START Data supplied

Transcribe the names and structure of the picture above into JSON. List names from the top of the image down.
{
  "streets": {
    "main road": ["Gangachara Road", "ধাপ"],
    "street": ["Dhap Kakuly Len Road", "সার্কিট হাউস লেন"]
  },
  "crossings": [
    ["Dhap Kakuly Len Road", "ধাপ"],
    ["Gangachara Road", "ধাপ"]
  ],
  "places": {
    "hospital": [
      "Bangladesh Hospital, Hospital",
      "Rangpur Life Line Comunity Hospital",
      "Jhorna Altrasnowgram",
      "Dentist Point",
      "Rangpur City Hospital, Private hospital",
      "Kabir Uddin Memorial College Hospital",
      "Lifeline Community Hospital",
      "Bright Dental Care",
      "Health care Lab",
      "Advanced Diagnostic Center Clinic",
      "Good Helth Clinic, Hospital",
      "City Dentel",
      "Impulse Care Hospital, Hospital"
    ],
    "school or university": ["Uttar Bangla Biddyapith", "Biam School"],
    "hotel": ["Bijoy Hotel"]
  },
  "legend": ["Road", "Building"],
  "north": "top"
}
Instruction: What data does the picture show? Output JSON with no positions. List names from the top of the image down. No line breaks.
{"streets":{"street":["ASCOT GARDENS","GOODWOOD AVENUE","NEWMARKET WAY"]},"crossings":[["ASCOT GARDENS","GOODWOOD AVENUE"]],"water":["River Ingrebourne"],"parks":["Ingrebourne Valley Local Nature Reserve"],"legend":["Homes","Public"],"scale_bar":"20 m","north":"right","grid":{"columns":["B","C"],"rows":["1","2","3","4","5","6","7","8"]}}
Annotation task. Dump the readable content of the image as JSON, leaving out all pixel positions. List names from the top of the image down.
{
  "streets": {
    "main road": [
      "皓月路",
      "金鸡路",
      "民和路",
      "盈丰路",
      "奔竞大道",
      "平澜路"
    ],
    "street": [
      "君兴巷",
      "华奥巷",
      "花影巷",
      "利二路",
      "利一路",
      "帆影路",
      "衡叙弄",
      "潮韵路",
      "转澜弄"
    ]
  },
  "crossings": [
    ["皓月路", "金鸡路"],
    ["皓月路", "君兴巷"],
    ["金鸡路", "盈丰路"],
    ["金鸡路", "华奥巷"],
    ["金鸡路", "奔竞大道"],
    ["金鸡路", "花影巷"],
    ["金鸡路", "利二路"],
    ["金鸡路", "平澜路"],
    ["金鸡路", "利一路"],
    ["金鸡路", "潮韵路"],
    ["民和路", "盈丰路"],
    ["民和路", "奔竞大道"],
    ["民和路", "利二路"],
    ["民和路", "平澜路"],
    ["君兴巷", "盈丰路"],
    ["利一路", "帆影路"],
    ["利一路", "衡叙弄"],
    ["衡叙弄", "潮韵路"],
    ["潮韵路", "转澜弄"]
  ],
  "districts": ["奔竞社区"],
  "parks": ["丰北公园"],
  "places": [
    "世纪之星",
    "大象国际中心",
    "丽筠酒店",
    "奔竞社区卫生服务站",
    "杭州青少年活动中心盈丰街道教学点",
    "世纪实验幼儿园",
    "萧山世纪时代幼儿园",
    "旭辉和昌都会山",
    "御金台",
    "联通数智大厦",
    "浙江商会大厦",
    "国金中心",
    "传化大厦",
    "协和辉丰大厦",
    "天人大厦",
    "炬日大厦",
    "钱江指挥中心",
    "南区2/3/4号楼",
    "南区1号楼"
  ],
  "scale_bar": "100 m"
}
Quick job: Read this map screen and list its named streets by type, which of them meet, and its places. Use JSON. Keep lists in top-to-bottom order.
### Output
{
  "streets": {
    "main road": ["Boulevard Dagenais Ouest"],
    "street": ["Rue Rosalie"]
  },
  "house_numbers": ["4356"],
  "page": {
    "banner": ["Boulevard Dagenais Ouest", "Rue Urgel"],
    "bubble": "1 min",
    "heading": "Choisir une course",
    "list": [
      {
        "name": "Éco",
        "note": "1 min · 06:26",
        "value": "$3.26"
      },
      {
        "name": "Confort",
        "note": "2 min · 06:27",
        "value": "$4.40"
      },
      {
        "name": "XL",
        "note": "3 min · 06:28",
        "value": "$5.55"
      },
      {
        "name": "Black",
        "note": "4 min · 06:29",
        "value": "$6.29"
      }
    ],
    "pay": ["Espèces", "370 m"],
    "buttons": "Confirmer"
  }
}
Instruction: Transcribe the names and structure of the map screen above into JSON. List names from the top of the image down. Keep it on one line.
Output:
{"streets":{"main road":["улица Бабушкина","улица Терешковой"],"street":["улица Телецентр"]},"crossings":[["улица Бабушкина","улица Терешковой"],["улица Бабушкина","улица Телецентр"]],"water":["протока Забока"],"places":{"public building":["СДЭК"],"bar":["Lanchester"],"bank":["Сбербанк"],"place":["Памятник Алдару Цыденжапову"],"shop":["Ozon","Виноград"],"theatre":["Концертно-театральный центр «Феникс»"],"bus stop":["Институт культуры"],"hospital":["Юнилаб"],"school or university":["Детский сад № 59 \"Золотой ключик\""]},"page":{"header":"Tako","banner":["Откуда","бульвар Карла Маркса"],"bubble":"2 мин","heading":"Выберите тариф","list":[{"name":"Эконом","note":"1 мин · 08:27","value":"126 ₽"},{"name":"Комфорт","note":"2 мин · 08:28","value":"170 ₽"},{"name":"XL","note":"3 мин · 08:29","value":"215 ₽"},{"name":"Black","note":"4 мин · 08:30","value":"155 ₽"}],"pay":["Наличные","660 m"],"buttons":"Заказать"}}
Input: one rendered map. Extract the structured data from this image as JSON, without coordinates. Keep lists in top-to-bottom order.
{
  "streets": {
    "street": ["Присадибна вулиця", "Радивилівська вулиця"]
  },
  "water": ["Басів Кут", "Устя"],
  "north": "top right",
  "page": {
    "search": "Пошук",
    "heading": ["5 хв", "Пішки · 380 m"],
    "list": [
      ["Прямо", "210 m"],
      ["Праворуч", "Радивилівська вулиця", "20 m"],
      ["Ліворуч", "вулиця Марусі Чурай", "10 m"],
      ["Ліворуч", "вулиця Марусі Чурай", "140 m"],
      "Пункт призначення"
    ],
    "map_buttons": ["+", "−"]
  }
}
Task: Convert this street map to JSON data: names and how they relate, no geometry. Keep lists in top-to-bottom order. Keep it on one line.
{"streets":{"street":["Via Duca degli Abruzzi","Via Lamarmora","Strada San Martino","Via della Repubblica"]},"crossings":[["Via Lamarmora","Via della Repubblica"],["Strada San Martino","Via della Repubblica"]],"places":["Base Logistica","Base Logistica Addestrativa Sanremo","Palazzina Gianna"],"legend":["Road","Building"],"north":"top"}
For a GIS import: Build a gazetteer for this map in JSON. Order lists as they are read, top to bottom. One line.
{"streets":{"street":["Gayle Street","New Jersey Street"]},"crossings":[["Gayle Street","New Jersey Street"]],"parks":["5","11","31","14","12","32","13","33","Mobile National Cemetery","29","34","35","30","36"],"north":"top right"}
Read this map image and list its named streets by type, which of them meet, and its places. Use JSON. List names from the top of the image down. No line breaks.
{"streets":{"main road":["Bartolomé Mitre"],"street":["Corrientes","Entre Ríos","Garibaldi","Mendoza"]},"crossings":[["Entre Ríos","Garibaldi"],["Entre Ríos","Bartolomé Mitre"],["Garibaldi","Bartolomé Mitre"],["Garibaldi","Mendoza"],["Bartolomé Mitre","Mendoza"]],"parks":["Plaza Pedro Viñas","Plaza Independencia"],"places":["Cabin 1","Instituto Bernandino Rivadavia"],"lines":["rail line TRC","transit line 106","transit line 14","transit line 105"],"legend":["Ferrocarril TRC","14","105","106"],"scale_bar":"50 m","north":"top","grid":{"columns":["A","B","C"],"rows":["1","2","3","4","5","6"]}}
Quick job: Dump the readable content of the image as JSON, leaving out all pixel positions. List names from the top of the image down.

END Data supplied

Which lines hold the string "screen"? Copy all of them from the data above.

▸ **Expected answer**
Quick job: Read this map screen and list its named streets by type, which of them meet, and its places. Use JSON. Keep lists in top-to-bottom order.
Instruction: Transcribe the names and structure of the map screen above into JSON. List names from the top of the image down. Keep it on one line.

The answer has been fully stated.